Zimbabwe’s Road to Recovery: Highway Project Nears Completion 

by Victor Adetimilehin

Zimbabwe is on the verge of completing a major infrastructure project that will boost its economy and regional integration. The Harare-Masvingo-Beitbridge highway, which connects the capital city to the country’s southern border with South Africa, is expected to be fully rehabilitated by the end of this year.

The highway is part of the north-south corridor that links Zimbabwe to its neighboring countries and facilitates trade and transport in the region. The project, which started in 2017, involves upgrading the existing road to a dual carriageway and constructing new bridges and toll plazas.

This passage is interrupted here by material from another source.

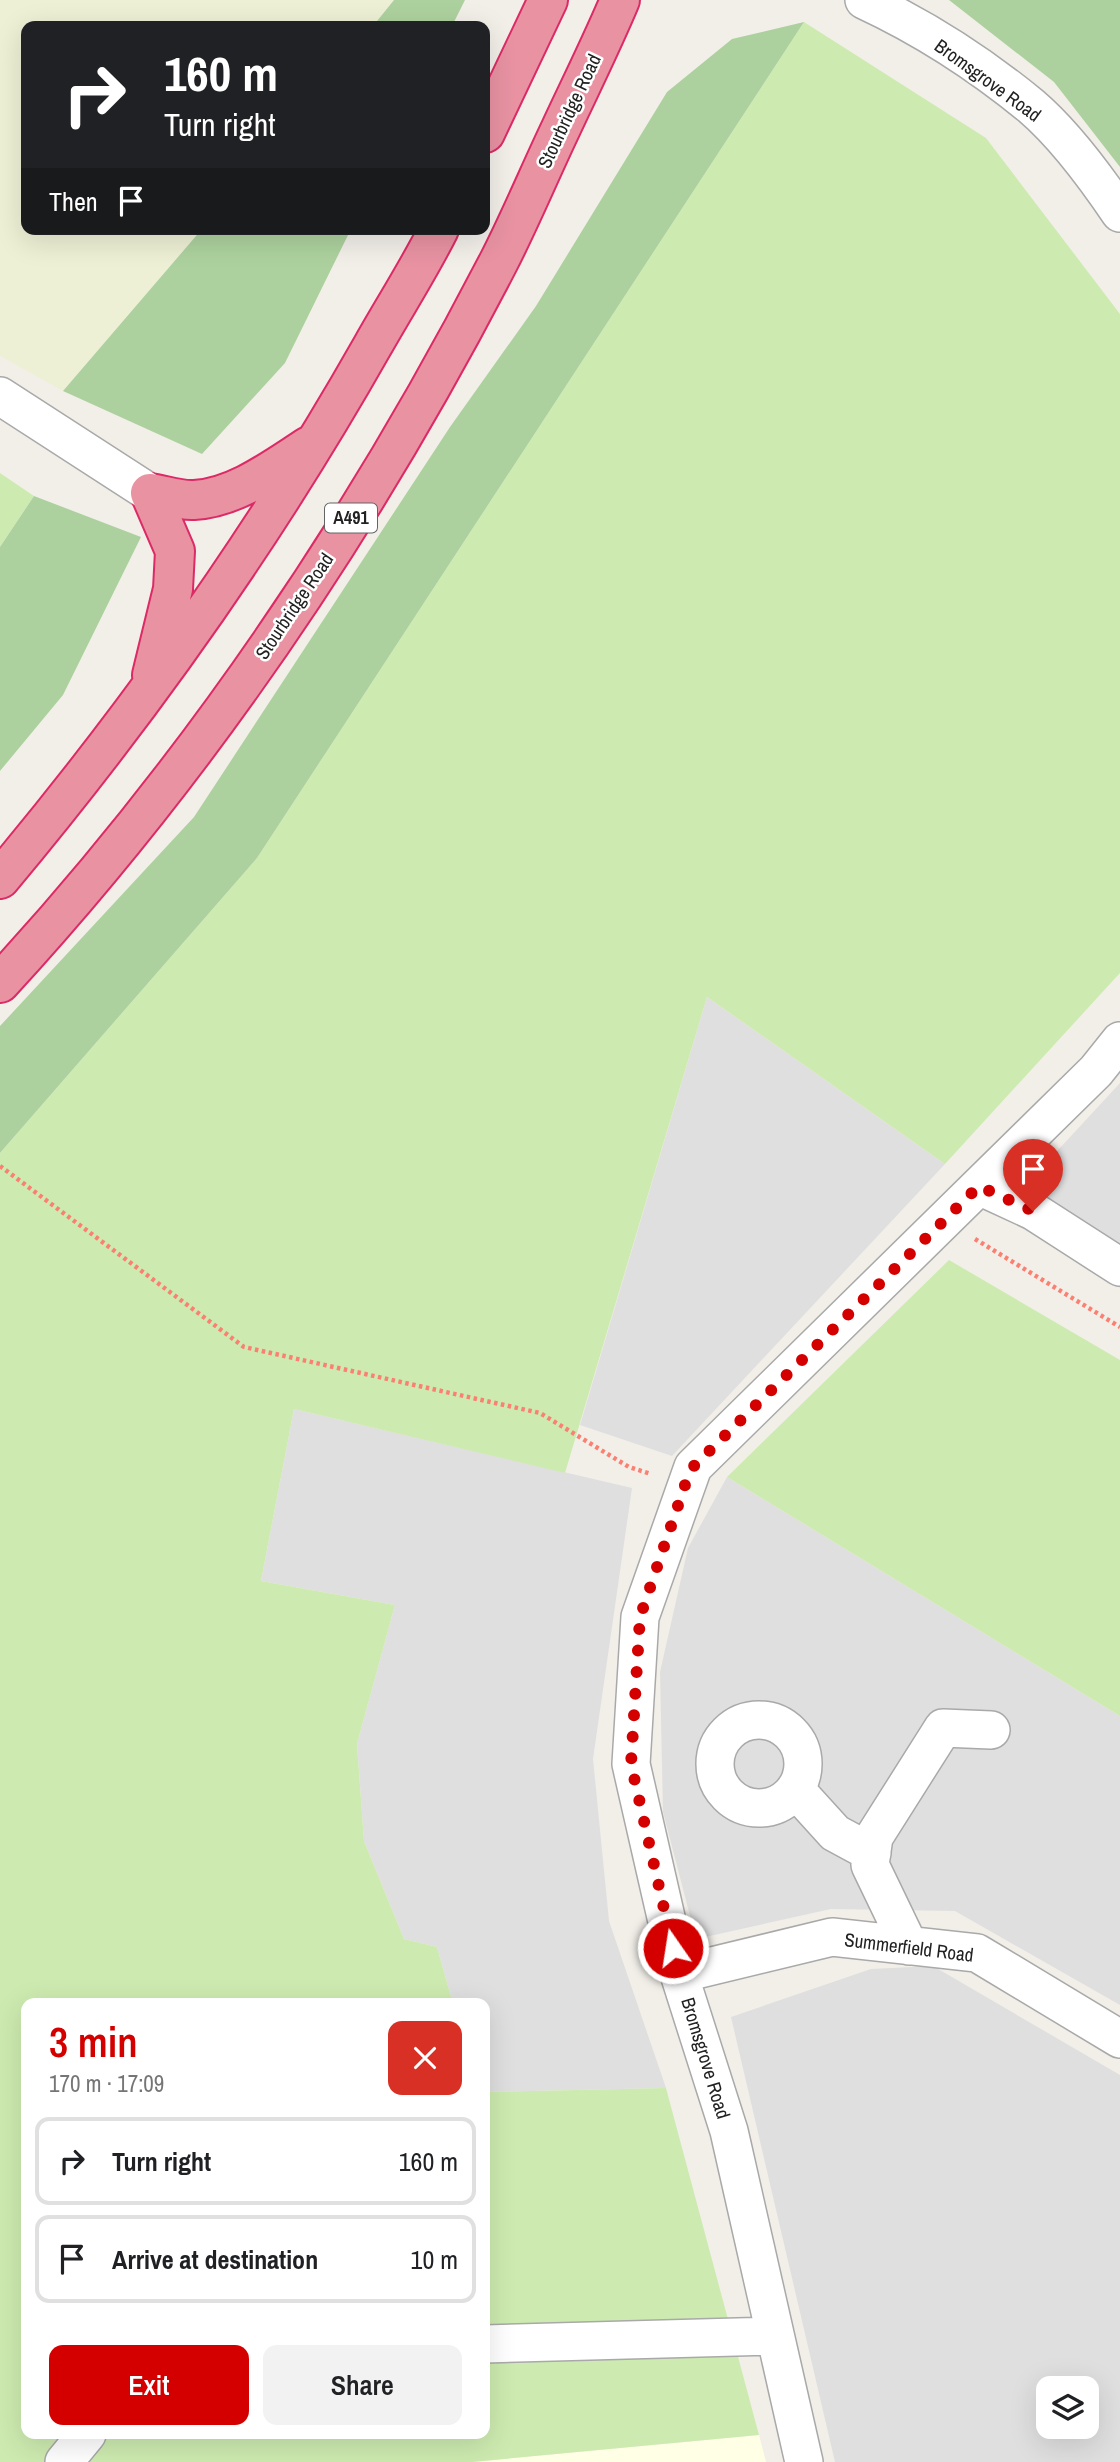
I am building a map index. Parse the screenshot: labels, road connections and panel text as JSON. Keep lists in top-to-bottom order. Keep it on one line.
{"streets":{"highway":["Stourbridge Road","A491"],"street":["Bromsgrove Road","Summerfield Road"]},"crossings":[["Bromsgrove Road","Summerfield Road"]],"page":{"turn":["160 m","Turn right"],"then":"Then","heading":["3 min","170 m · 17:09"],"list":[{"name":"Turn right","value":"160 m"},{"name":"Arrive at destination","value":"10 m"}],"buttons":["Exit","Share"]}}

The project is one of the signature initiatives of President Emmerson Mnangagwa’s administration, which has prioritized infrastructure development as a key driver of economic recovery. The president has also overseen the modernization of the Beitbridge Border Post, which is the busiest land border in the Southern African Development Community (SADC) region.

On Tuesday, Transport and Infrastructural Development Minister Felix Mhona led a delegation on a tour of the highway and opened about 3km of dualised road near Mbudzi roundabout in Harare. He expressed satisfaction with the progress made by the contractors and said the project was on track to meet its deadline.

We are here to witness this flagship project which is Harare-Beitbridge Road and we are at Hunyani Bridge where you are seeing tremendous works being undertaken on this particular project. And the idea is to witness and also to be in a position to supervise for us so that we don’t have to wait and hear what is happening without us seeing,” he said.

He added that after opening the 3km stretch, the total length of rehabilitated road would be close to 465km, leaving only about 50km to be completed. He also said that his ministry was ready to start working on another critical road, the Harare-Chirundu highway, which connects Zimbabwe to Zambia.

The highway project has been welcomed by motorists and commuters who have been facing challenges such as potholes, congestion and accidents on the old road. The new road is expected to improve safety, reduce travel time and lower maintenance costs for vehicles.

The project has also created employment opportunities for local people and boosted business activities along the route. Some of the contractors are local companies that have demonstrated their capacity and competence in delivering quality work.

The highway project is a testament to Zimbabwe’s resilience and determination to overcome its economic challenges and achieve its vision of becoming an upper-middle-income country by 2030. It is also a sign of the country’s commitment to regional integration and cooperation, which are essential for sustainable development in Africa.